She shook her head, feeling numb. “No. I don’t believe that.”
“Because of this?” He indicated the bed. “Any beast can rut. That does not indicate the ability to love.”
“So now you’re going to reduce this? Now you’re going to make it nothing more than animals mating?”
“This was all about producing in heir, was it not?”
“Was it?” she asked, pain making her lash out. “If so, I hate to be the one to tell you, using your mouth on me, no matter how much fun it might be, will never produce an heir.” Talking about a baby like this, a child, their child was suddenly a new, sharp pain. A sliver shoved beneath her skin, adding to the rest.
An heir was no longer a detached title, a strange, hazy goal. But a baby. Part her. Part Tarek.

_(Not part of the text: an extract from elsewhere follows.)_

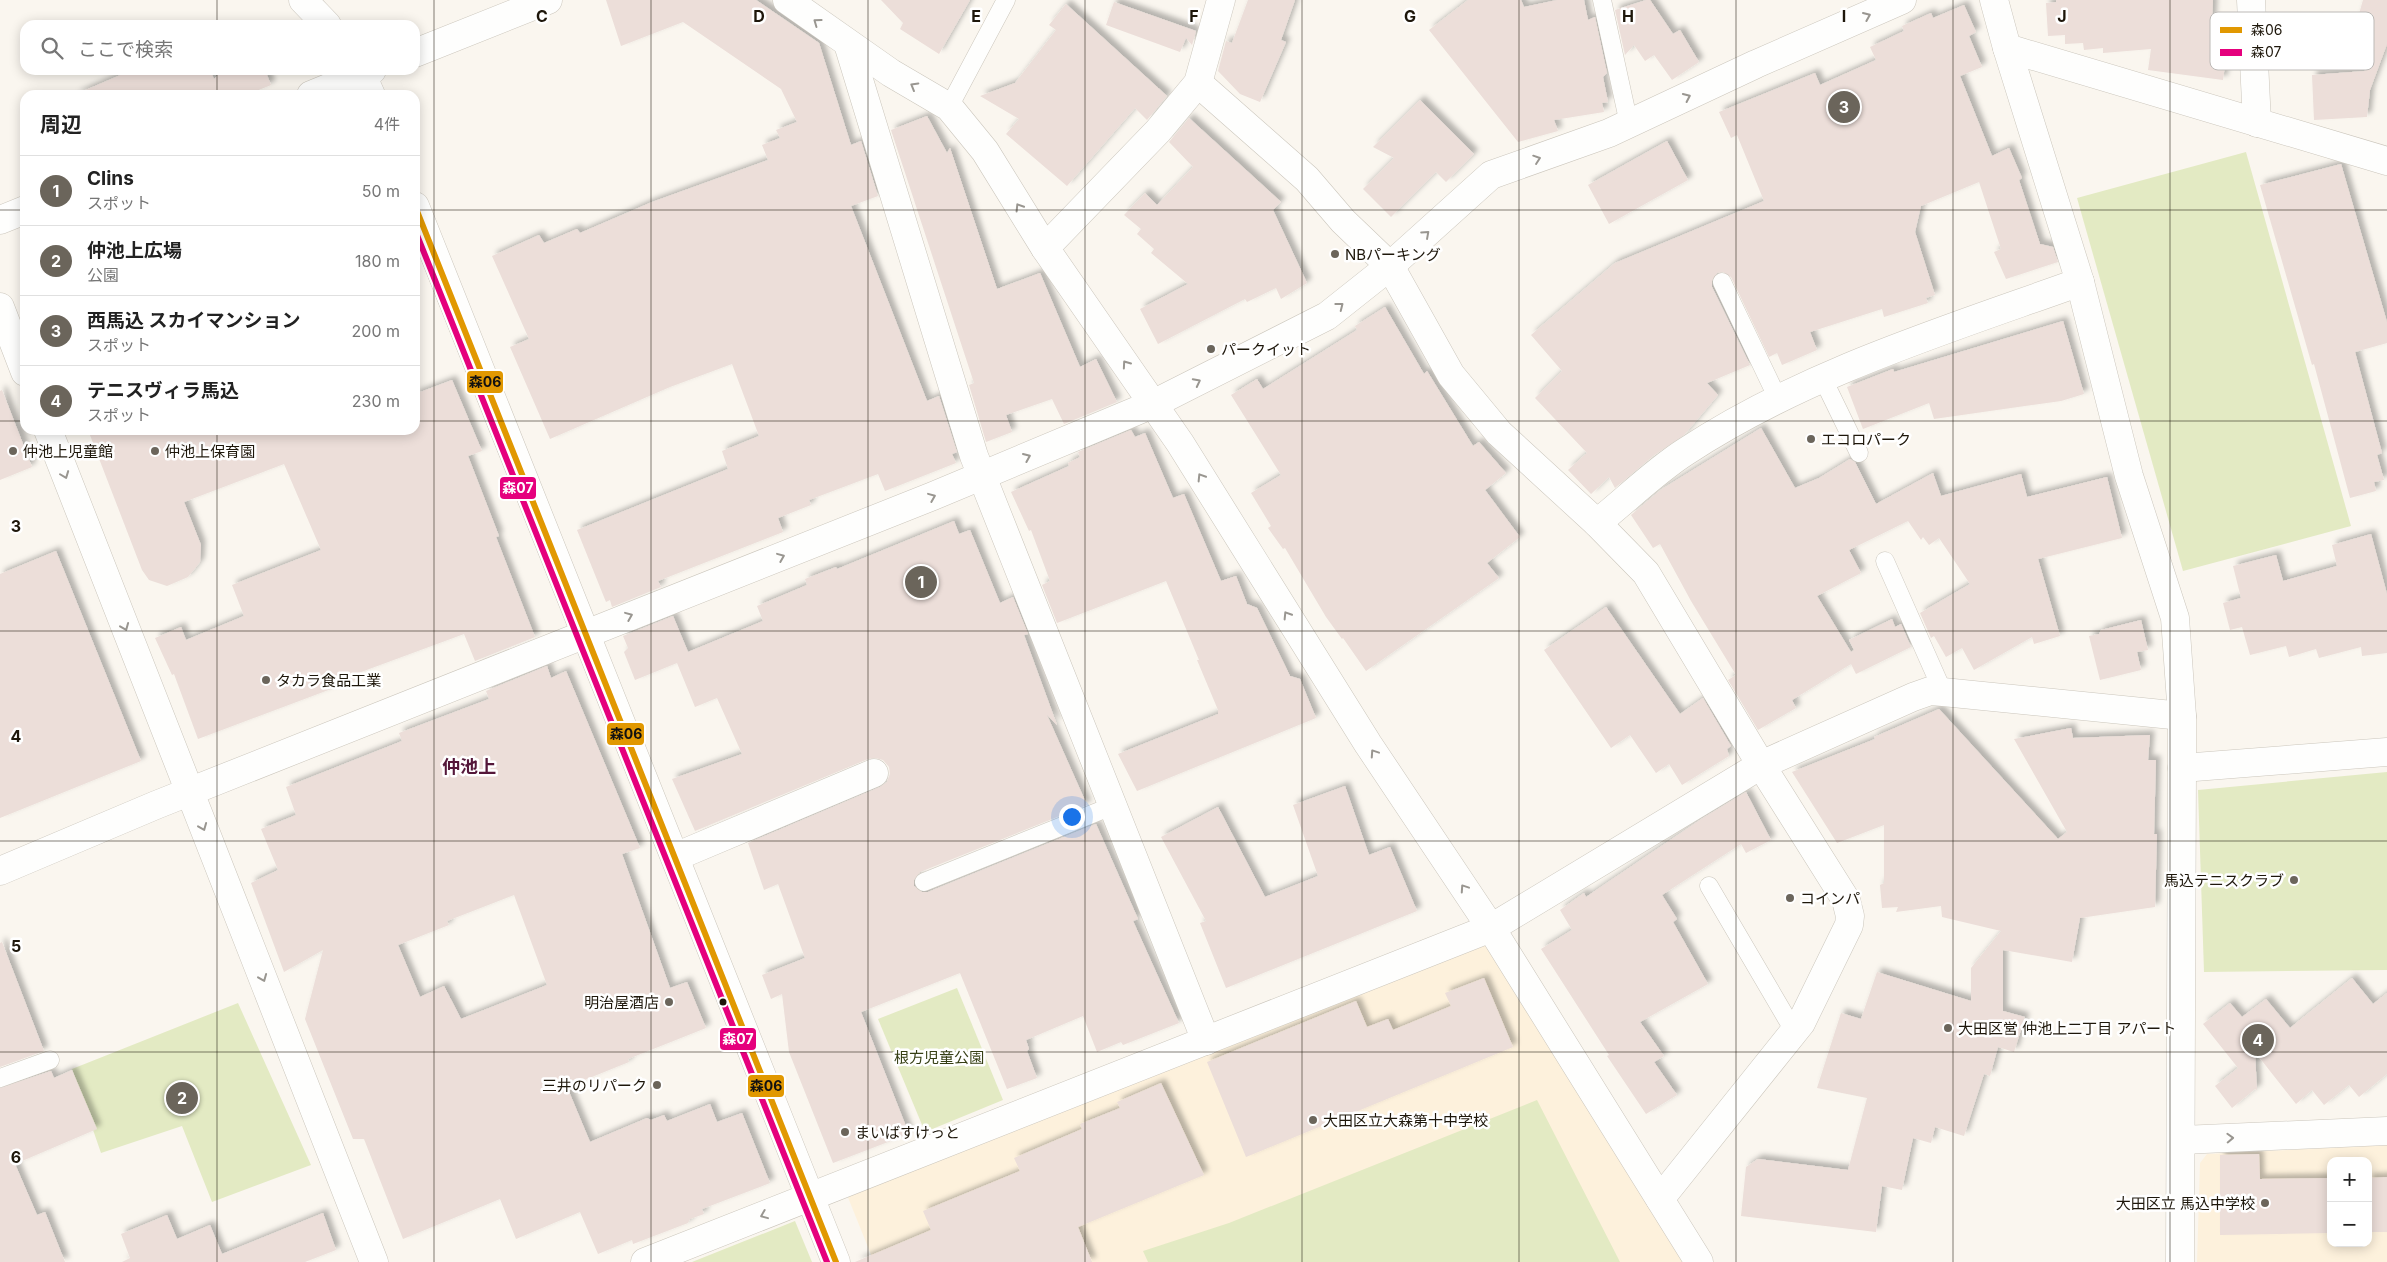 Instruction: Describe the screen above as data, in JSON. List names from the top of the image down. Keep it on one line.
{"districts":["仲池上"],"parks":["根方児童公園"],"places":["NBパーキング","パークイット","エコロパーク","仲池上児童館","仲池上保育園","タカラ食品工業","馬込テニスクラブ","コインパ","明治屋酒店","大田区営 仲池上二丁目 アパート","三井のリパーク","大田区立大森第十中学校","まいばすけっと","大田区立 馬込中学校"],"lines":["transit line 森06","transit line 森07"],"legend":["森06","森07"],"page":{"search":"ここで検索","pins":["3","1","4","2"],"heading":["周辺","4件"],"list":[{"mark":"1","name":"Clins","note":"スポット","value":"50 m"},{"mark":"2","name":"仲池上広場","note":"公園","value":"180 m"},{"mark":"3","name":"西馬込 スカイマンション","note":"スポット","value":"200 m"},{"mark":"4","name":"テニスヴィラ馬込","note":"スポット","value":"230 m"}],"map_buttons":["+","−"]},"grid":{"columns":["C","D","E","F","G","H","I","J"],"rows":["3","4","5","6"]}}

A dream she hadn’t realized she’d wanted so badly. One that was sifting through her fingers like sand with each angry word, each passing second.
His dark brows locked together. “I will not deny I derived enjoyment from it. But that is not an indication of finer feelings.”

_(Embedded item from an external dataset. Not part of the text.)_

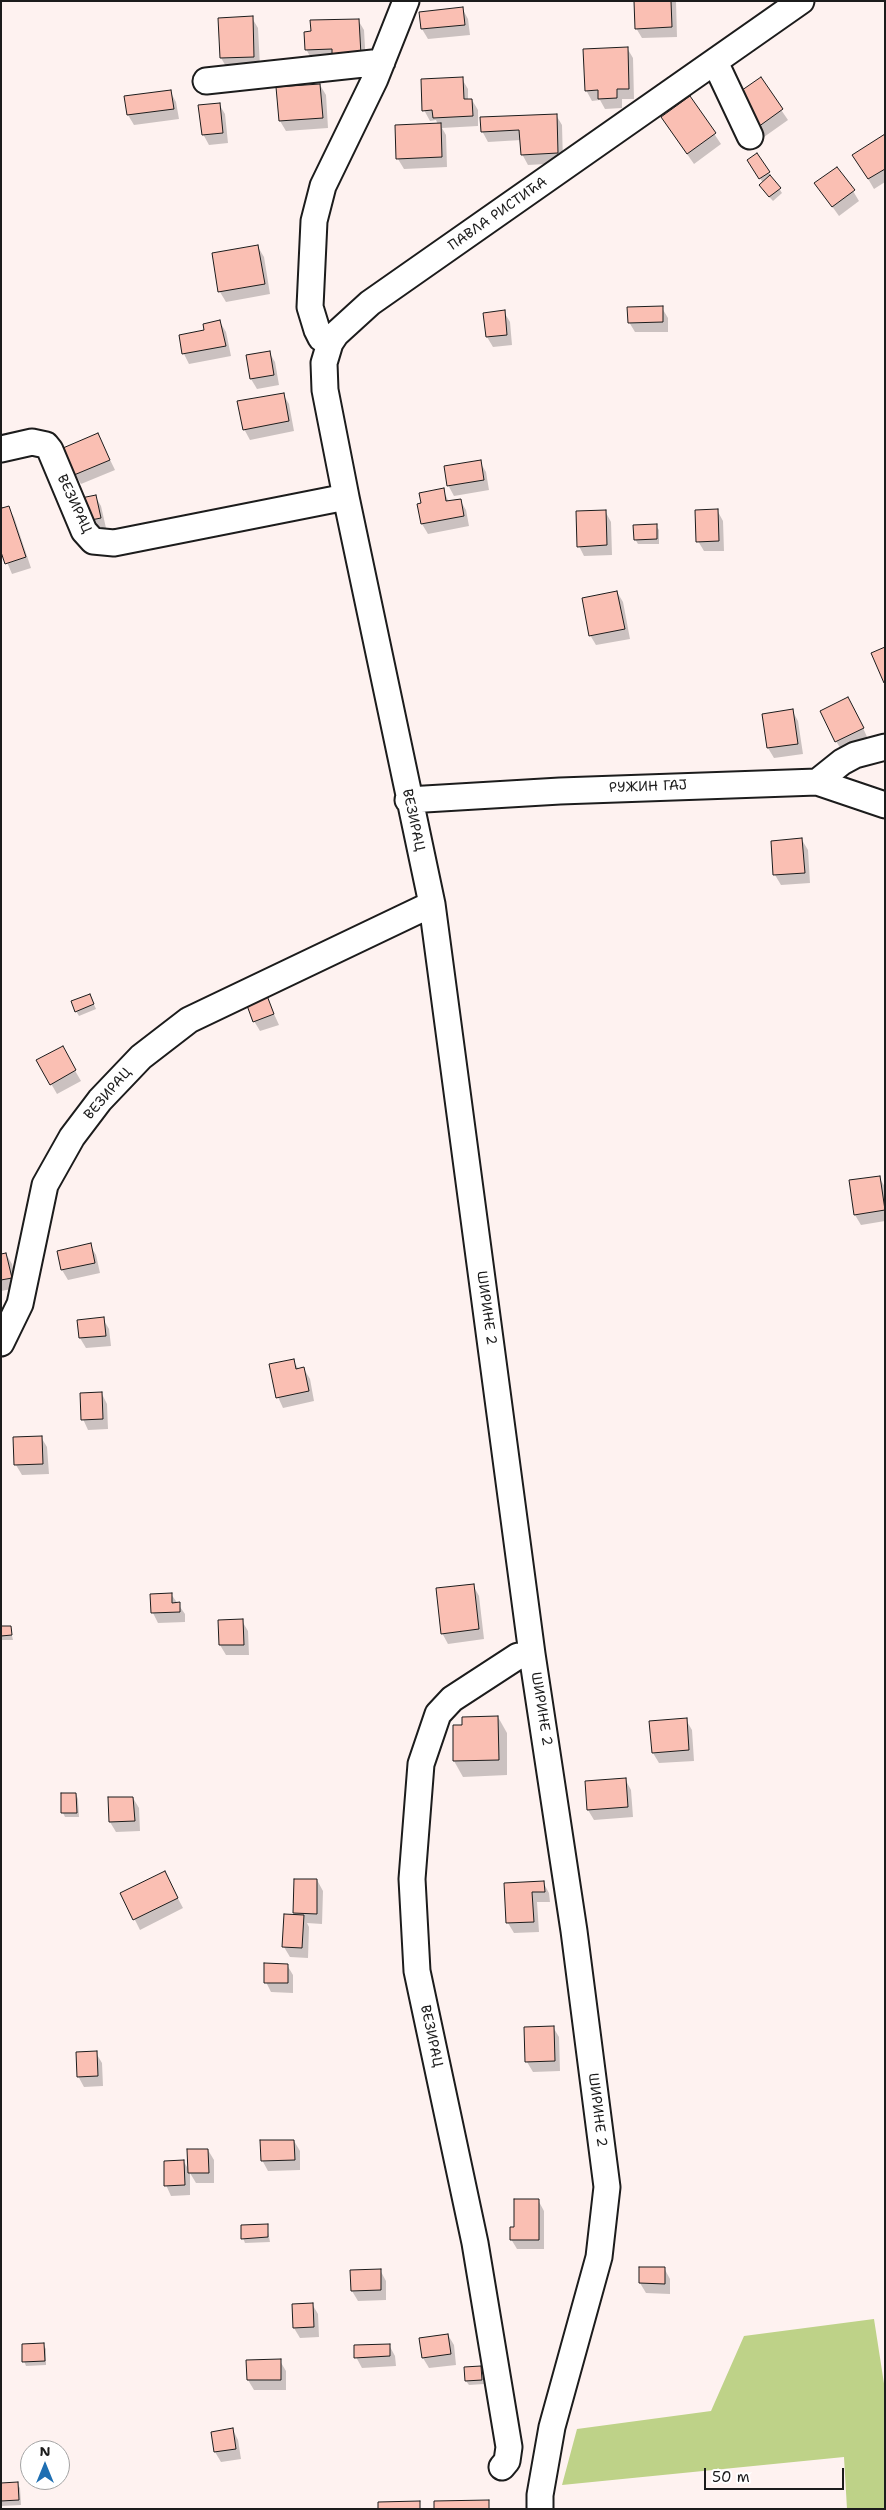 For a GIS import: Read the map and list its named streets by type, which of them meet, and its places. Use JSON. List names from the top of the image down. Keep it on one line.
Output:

“What are you afraid of? What are you hiding from?”
“Hiding seems to be your game, my queen, not mine.”
His words hit her with the full force of a slap. Because they were true. She was an expert at hiding. She preferred to hide among people, smiling, feigning connection, because it was a wonderful way to disguise the yawning ache of loneliness inside her. To pretend it was being satisfied. But she had admitted it to herself, so his words held no power. “Says the man who spent years hunkered down in this empty shell of a building?”
“I cannot keep my eyes on you and on my country. I have to remain focused.”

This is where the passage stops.